DATA FOR THIS EXERCISE →

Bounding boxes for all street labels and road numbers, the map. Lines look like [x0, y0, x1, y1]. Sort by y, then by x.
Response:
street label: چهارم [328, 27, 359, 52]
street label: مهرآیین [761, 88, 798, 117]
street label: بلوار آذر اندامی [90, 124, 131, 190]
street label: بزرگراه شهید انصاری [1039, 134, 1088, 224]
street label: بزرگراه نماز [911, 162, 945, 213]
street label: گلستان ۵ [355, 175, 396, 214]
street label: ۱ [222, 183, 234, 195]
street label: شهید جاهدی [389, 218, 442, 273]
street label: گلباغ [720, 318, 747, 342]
==
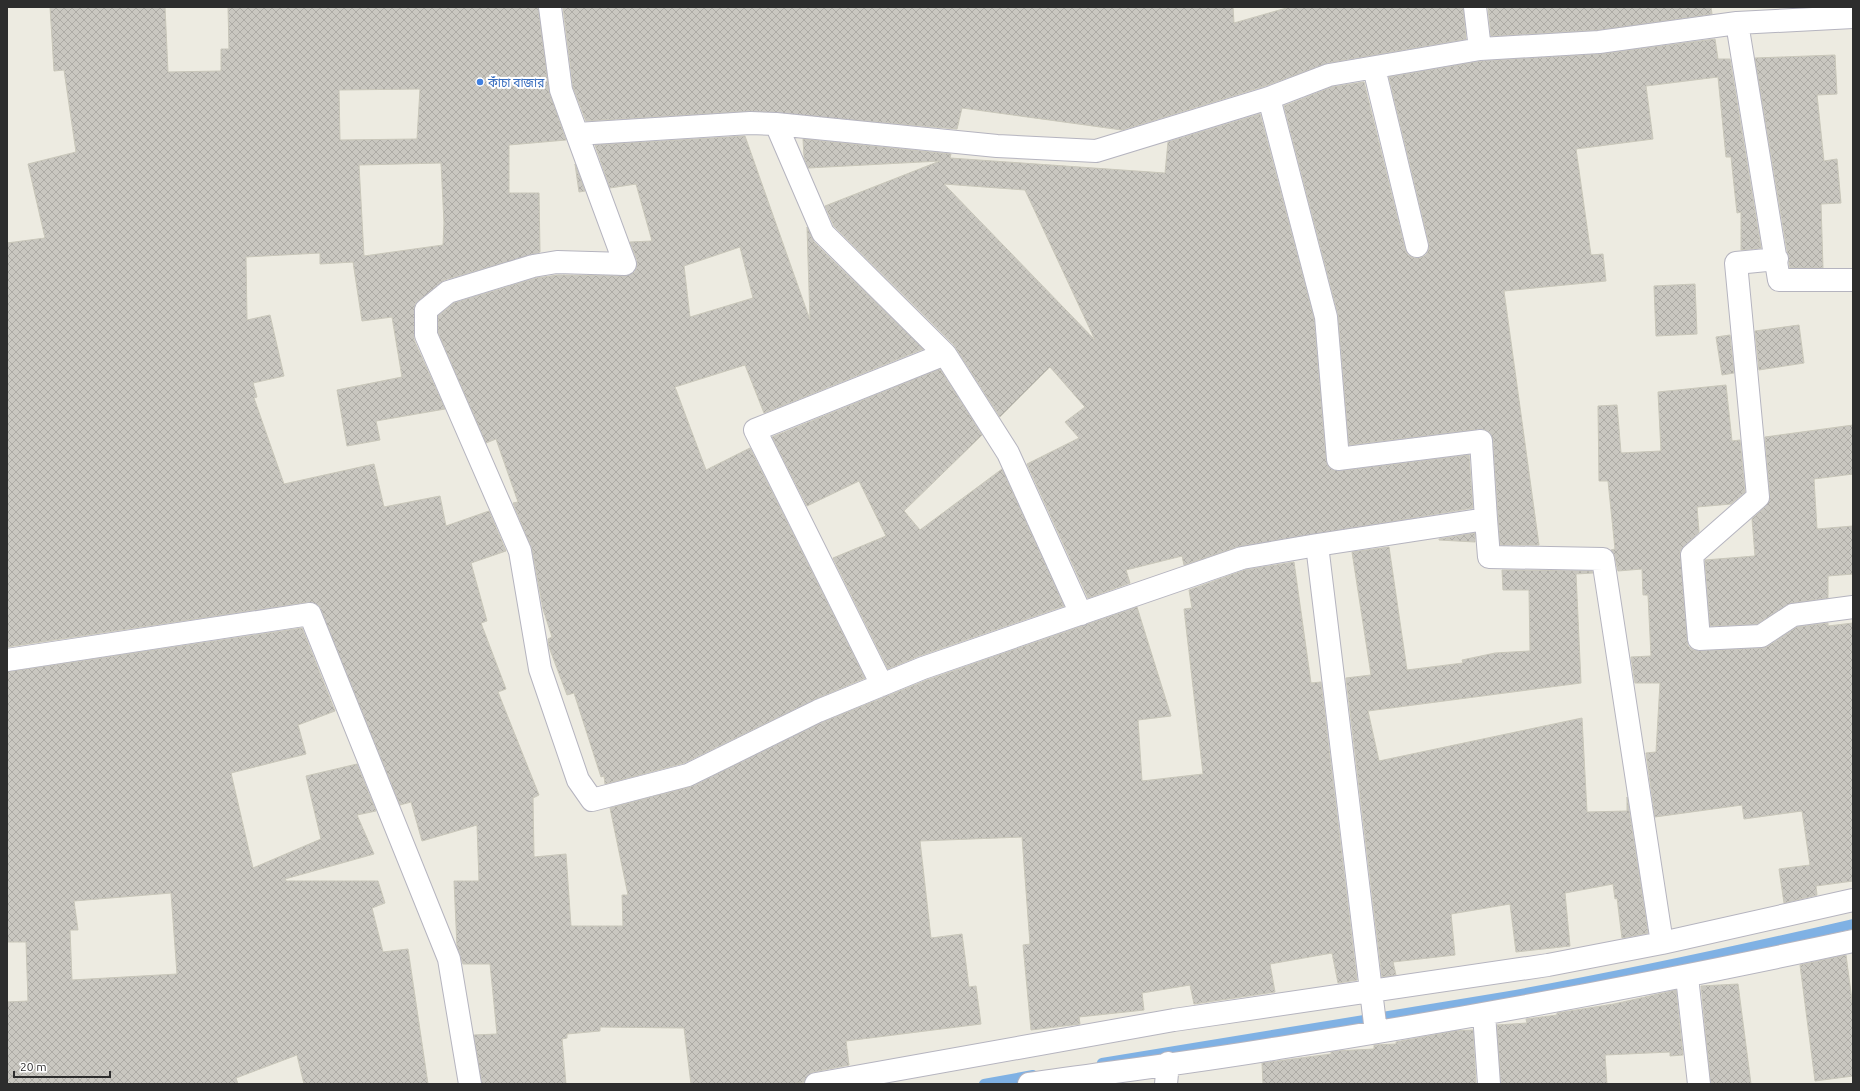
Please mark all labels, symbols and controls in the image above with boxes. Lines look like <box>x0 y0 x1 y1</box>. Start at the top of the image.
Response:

ACTIVITY → Across the entries above, work out the count of lines that hold the word "boxes", and state that number alone.

YOUR RESPONSE → 2